(Stored data)
-*-*-
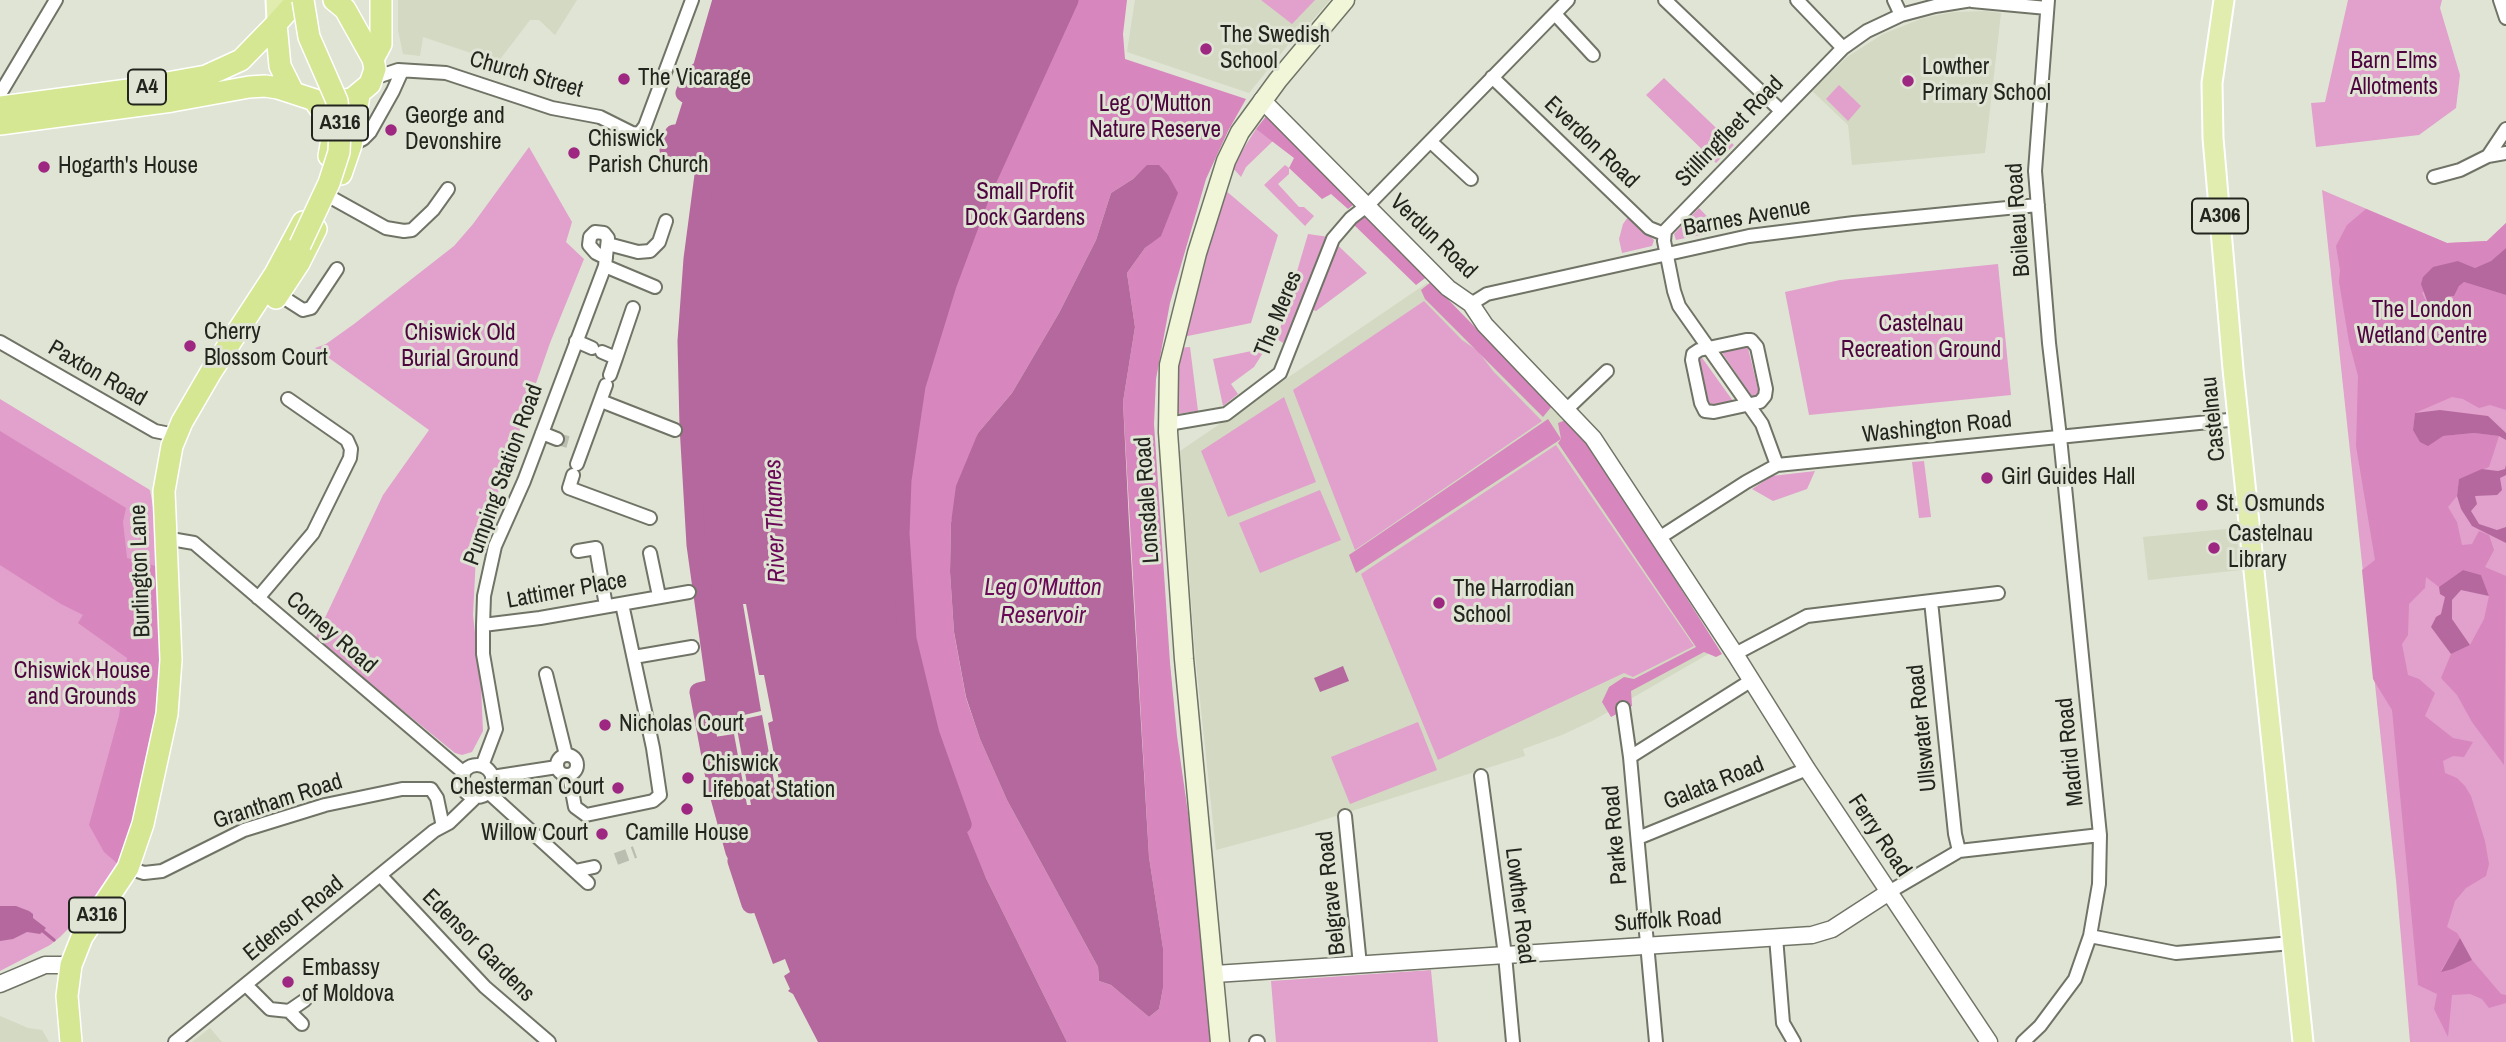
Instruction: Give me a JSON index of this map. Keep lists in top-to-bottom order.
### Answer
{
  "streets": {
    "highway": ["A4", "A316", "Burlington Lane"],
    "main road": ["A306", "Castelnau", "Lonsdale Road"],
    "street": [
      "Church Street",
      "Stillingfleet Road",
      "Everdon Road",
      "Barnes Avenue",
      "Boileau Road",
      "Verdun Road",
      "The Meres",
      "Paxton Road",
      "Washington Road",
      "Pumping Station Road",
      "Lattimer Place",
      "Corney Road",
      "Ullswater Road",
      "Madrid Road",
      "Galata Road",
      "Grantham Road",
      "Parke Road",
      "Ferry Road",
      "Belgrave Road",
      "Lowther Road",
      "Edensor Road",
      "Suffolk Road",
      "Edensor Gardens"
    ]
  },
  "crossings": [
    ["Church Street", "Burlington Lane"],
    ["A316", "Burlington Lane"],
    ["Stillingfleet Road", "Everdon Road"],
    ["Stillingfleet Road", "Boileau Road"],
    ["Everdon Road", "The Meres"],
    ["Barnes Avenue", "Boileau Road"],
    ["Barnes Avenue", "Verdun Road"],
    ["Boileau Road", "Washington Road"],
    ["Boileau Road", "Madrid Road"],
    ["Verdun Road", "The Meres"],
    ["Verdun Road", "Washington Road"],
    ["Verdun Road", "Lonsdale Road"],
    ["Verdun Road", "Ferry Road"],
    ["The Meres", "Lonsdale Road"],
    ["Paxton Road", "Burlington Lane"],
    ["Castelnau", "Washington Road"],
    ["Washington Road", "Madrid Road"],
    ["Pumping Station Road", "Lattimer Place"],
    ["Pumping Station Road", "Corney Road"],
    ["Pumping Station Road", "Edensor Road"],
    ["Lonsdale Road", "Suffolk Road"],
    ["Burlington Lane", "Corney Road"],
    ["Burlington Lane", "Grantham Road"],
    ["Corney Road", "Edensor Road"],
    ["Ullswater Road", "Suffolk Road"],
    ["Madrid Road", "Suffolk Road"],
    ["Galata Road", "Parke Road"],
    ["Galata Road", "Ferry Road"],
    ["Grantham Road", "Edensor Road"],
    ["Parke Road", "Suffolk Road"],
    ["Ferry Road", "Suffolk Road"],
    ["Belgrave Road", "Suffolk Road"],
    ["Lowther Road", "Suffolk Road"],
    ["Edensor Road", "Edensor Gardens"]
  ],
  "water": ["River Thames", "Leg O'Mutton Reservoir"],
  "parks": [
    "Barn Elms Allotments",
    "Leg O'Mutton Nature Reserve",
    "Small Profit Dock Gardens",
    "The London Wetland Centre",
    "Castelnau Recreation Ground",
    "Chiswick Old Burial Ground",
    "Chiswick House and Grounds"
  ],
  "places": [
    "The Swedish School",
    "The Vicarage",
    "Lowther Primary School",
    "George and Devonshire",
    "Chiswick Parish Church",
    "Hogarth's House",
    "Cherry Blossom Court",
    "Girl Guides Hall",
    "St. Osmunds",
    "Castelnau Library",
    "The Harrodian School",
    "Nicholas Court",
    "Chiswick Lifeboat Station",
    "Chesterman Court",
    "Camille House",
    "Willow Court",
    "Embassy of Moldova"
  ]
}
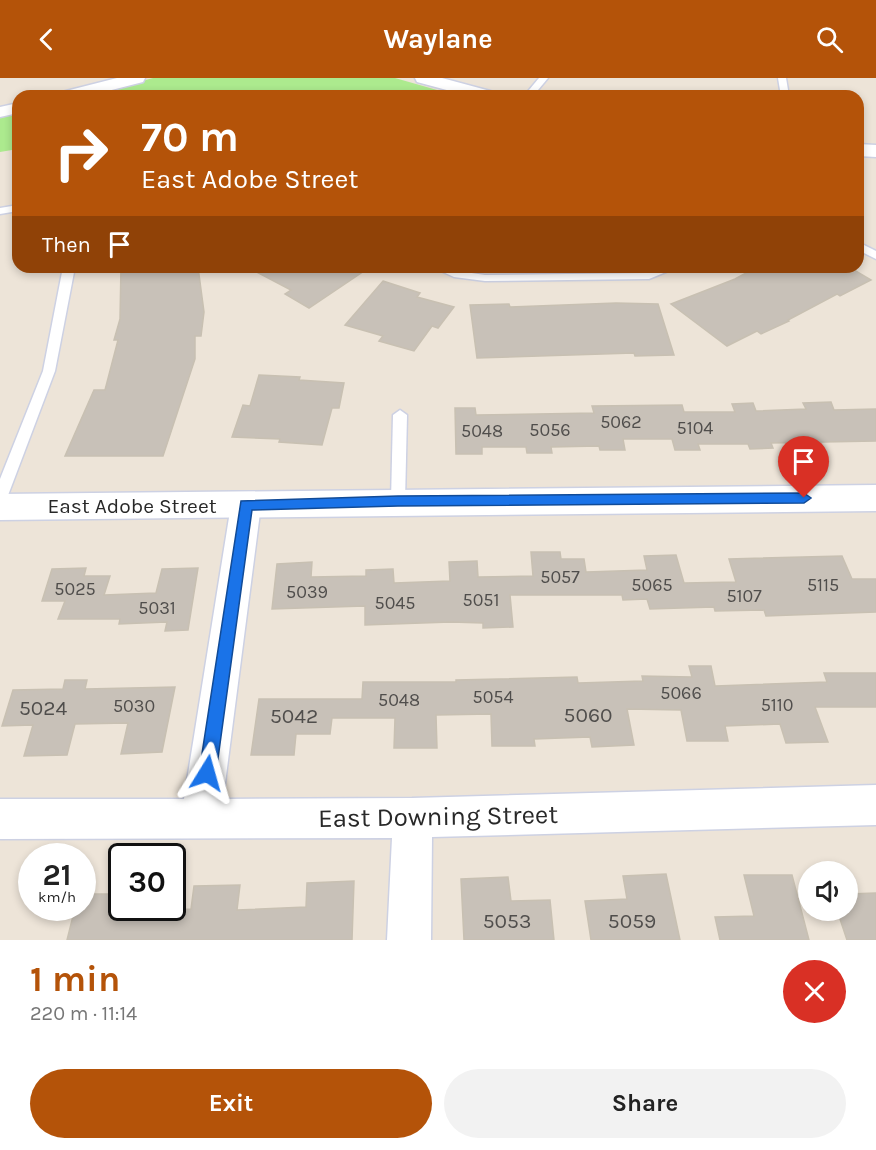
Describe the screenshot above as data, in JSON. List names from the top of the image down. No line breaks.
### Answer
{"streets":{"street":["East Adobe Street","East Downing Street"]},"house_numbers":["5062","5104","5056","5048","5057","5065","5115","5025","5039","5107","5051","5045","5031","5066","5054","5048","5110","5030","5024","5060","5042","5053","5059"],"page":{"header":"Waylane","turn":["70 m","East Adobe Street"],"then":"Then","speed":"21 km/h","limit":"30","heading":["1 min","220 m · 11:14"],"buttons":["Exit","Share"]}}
-*-*-
» Task item: What is the number of lines in the records that contain "Grantham"? State that number alone.

» Response to this exercise: 3